The tool presents a numerical scale along with certain behaviors, and requires anesthesiologists and perioperative staff to assign a value to these behaviors. The values range from 0 to 2; after staff are oriented on assessing and coding behaviors, they should not require the scales on paper in front of them. This helps the PACBIS tool to be used more easily in day-to-day practice, as staff can assess and react to behaviors in real time, Dr. Sadhasivam said. For the study, the researchers prospectively enrolled 405 children, aged 3 to 12 years, who were undergoing tonsillectomies and adenoidectomies. They validated the PACBIS using established behavioral assessment tools. The researchers also analyzed correlations between the scale and postoperative and post-discharge pain and behavioral outcomes using pediatric postanesthesia emergence delirium (PAED) scores, post-discharge parental pain measurements, and post-hospitalization behavioral questionnaires on days 1 and 7 following surgery and discharge.

The PACBIS was as effective in assessing perioperative behaviors at all phases of surgery as the other scales, according to the researchers. For example, during induction of anesthesia, a two-unit increase on the PACBIS in measures of child distress matched a six-point increase in the PAED.

Either preoperatively or during anesthesia induction, distraction is often the best immediate real-time intervention, Dr. Sadhasivam said. A distracting story can be a good real-time intervention to minimize child distress and improve coping.

“If parents cope well and distract the child with non-procedural talks, they can help the child. But if parents are anxious and stressed, and exhibit negative behaviors such as crying in front of the child, it worsens the child’s distress. This may lead to a more traumatic experience,” Dr. Sadhasivam said.

Undesirable Behaviors Persist

The researchers were shocked by the incidence and persistence of maladaptive behaviors in children after the tonsillectomies and adenoidectomies were performed. Such behaviors included new-onset bedwetting, nightmares and clinging to parents.
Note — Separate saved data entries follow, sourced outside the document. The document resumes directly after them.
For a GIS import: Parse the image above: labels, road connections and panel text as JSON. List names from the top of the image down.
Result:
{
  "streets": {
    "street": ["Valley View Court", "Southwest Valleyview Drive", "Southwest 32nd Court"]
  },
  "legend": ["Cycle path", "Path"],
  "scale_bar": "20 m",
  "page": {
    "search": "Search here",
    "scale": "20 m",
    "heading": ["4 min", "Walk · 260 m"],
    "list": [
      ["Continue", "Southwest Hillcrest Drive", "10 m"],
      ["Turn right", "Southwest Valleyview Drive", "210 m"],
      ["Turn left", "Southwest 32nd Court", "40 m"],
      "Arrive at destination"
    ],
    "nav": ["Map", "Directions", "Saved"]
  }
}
“Those traumatic experiences are unwarranted,” Dr. Sadhasivam said. “Nobody performed any targeted behavioral interventions, because there was no real-time tool to assess and measure behaviors of children and parents perioperatively. Now we have the tool, and hopefully we’ll be able to make a difference in these patients’ lives.”

“One of our central aims in this research was to develop an evidence-based tool that was sufficiently practical to be used in a busy medical setting,” said Lindsey L. Cohen, PhD, associate professor in the Department of Psychology at Georgia State University, in Atlanta, and a PACBIS researcher.
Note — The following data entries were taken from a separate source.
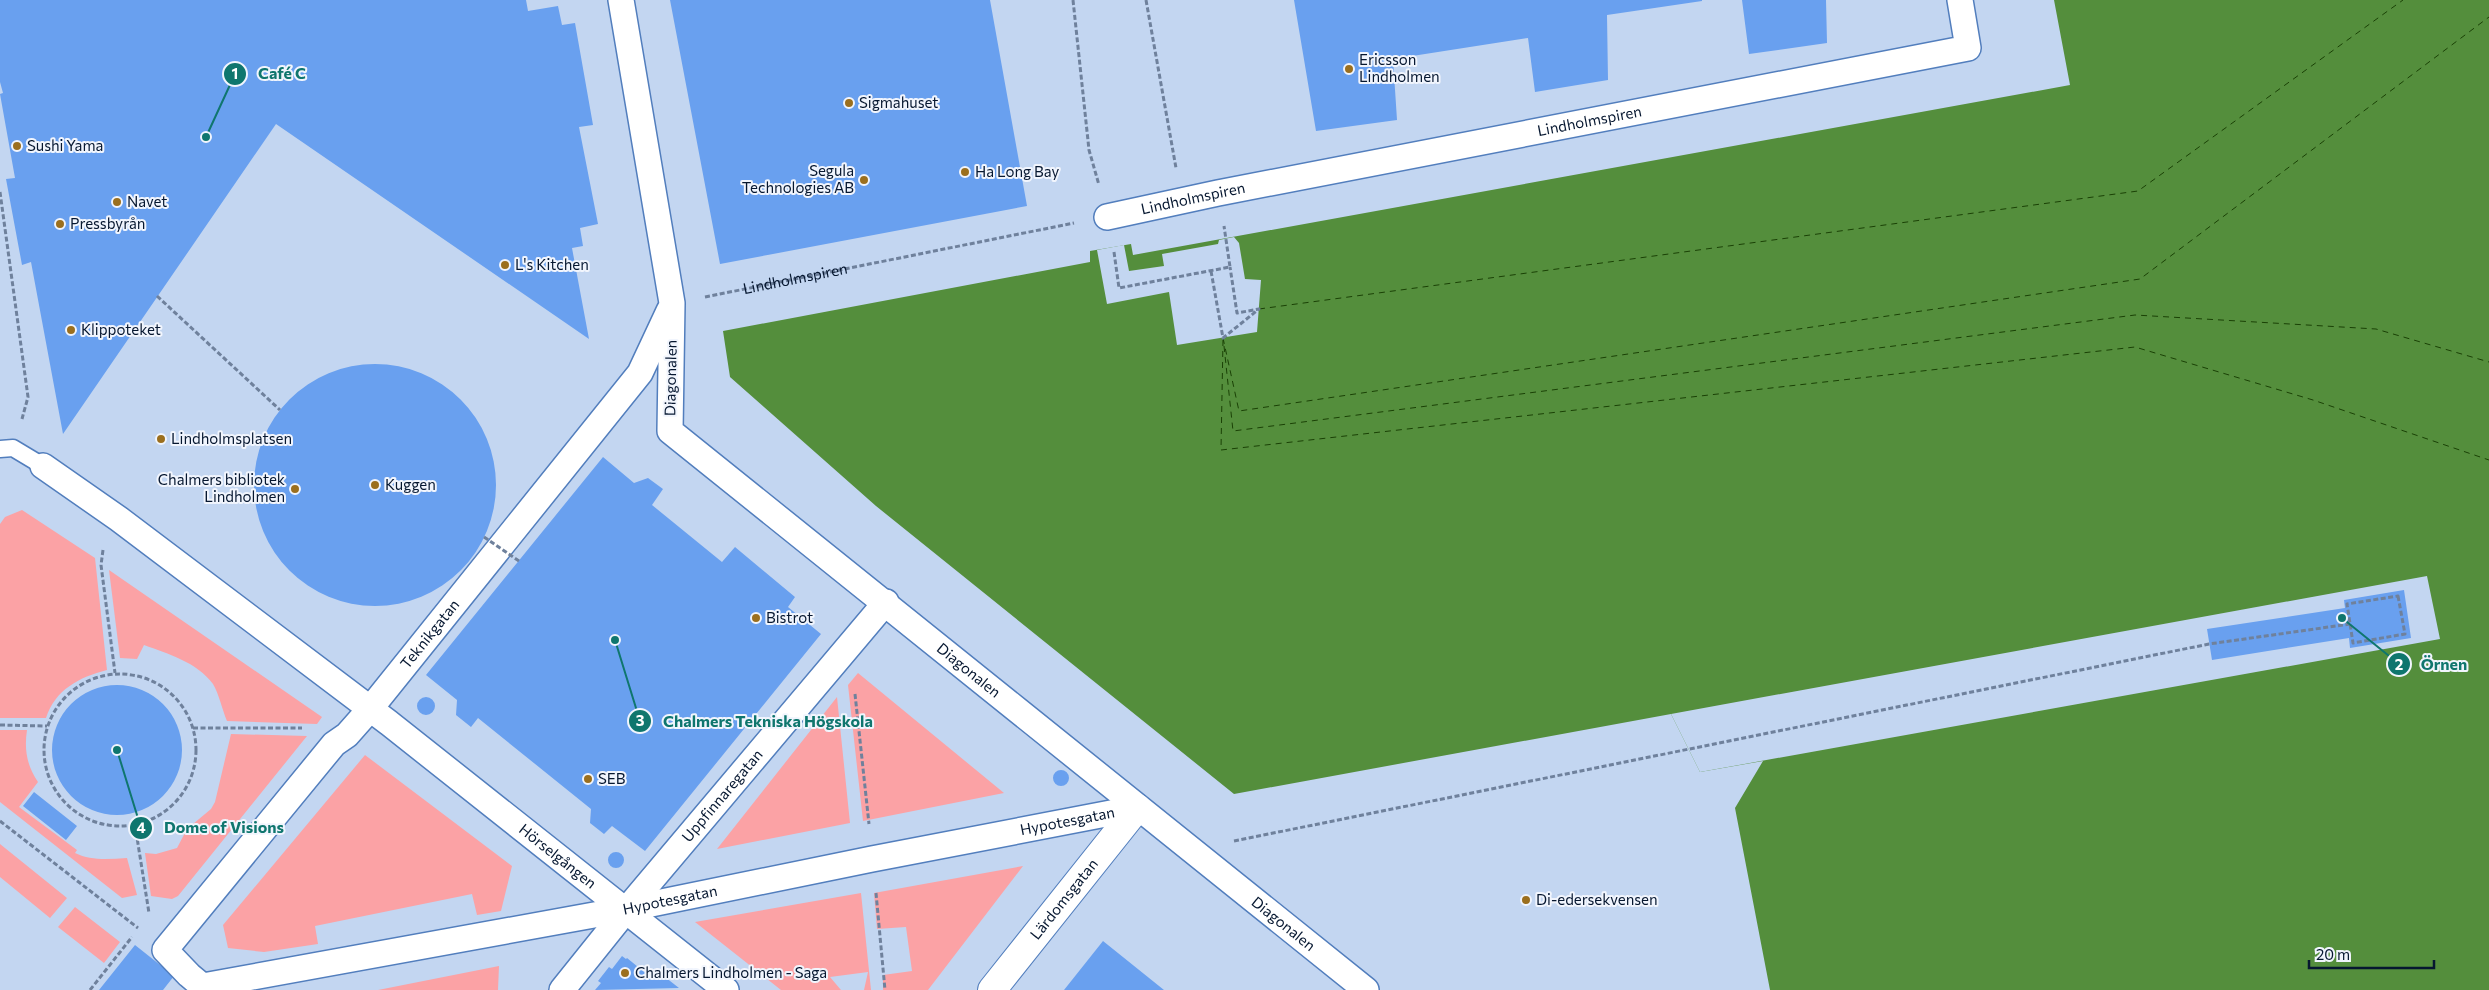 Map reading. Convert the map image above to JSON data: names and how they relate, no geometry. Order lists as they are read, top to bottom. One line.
{"streets":{"street":["Lindholmspiren","Diagonalen","Teknikgatan","Uppfinnaregatan","Hypotesgatan","Hörselgången","Lärdomsgatan"]},"crossings":[["Lindholmspiren","Diagonalen"],["Lindholmspiren","Teknikgatan"],["Diagonalen","Teknikgatan"],["Diagonalen","Uppfinnaregatan"],["Diagonalen","Hypotesgatan"],["Diagonalen","Lärdomsgatan"],["Teknikgatan","Hörselgången"],["Uppfinnaregatan","Hypotesgatan"],["Uppfinnaregatan","Hörselgången"],["Hypotesgatan","Hörselgången"],["Hypotesgatan","Lärdomsgatan"]],"places":["Ericsson Lindholmen","Sigmahuset","Café C","Sushi Yama","Ha Long Bay","Segula Technologies AB","Navet","Pressbyrån","L's Kitchen","Klippoteket","Lindholmsplatsen","Kuggen","Chalmers bibliotek Lindholmen","Bistrot","Örnen","Chalmers Tekniska Högskola","Dome of Visions","SEB","Di-edersekvensen","Chalmers Lindholmen - Saga"],"scale_bar":"20 m"} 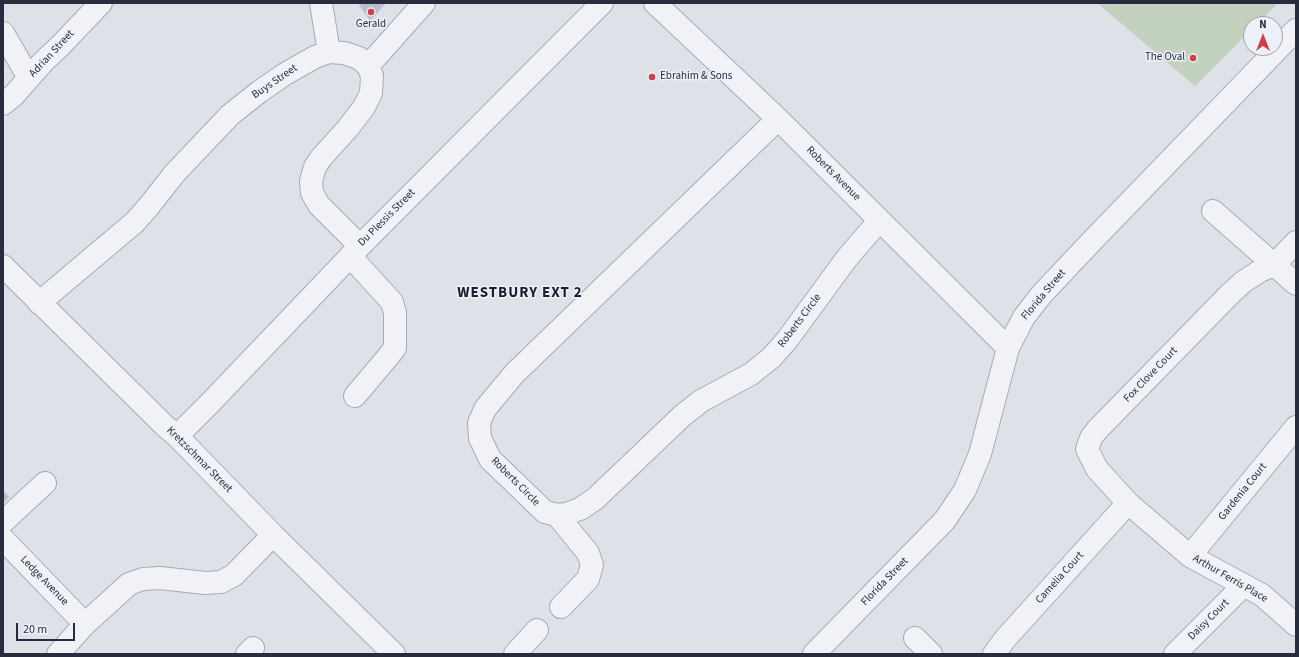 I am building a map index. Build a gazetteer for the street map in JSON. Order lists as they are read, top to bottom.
{
  "streets": {
    "street": [
      "Adrian Street",
      "Buys Street",
      "Roberts Avenue",
      "Du Plessis Street",
      "Florida Street",
      "Roberts Circle",
      "Fox Clove Court",
      "Kretzschmar Street",
      "Gardenia Court",
      "Camelia Court",
      "Arthur Ferris Place",
      "Ledge Avenue",
      "Daisy Court"
    ]
  },
  "crossings": [
    ["Buys Street", "Kretzschmar Street"],
    ["Roberts Avenue", "Florida Street"],
    ["Roberts Avenue", "Roberts Circle"],
    ["Du Plessis Street", "Kretzschmar Street"],
    ["Fox Clove Court", "Camelia Court"],
    ["Fox Clove Court", "Arthur Ferris Place"],
    ["Gardenia Court", "Arthur Ferris Place"],
    ["Camelia Court", "Arthur Ferris Place"],
    ["Arthur Ferris Place", "Daisy Court"]
  ],
  "districts": ["WESTBURY EXT 2"],
  "places": ["Gerald", "The Oval", "Ebrahim & Sons"],
  "scale_bar": "20 m",
  "north": "top"
}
“PACBIS might be useful to staff in identifying families in need of behavioral interventions to optimize the surgical experience. There is a rich body of data supporting psychological approaches to manage families’ anxiety and pain associated with pediatric medical procedures, but further work is needed to tailor the treatments to the specific families and situations,” Dr. Cohen said.

But Alan Jay Schwartz, MD, MSEd, program director of the pediatric anesthesiology fellowship at The Children’s Hospital of Philadelphia, was more skeptical of the study. Dr. Schwartz called the PACBIS a “great idea” in theory. “The ability to assess behaviors in real time has not yet been established, however,” he added, “and I don’t think these authors have established it any better than anybody else who has tried. The goal that they have in mind is a great goal, and you’d love to have kids and parents deal better with anesthetic procedures. Unfortunately, this study doesn’t add anything beyond what can already be found in the current literature.”

The study was supported by a grant from the Foundation for Anesthesia Education and Research.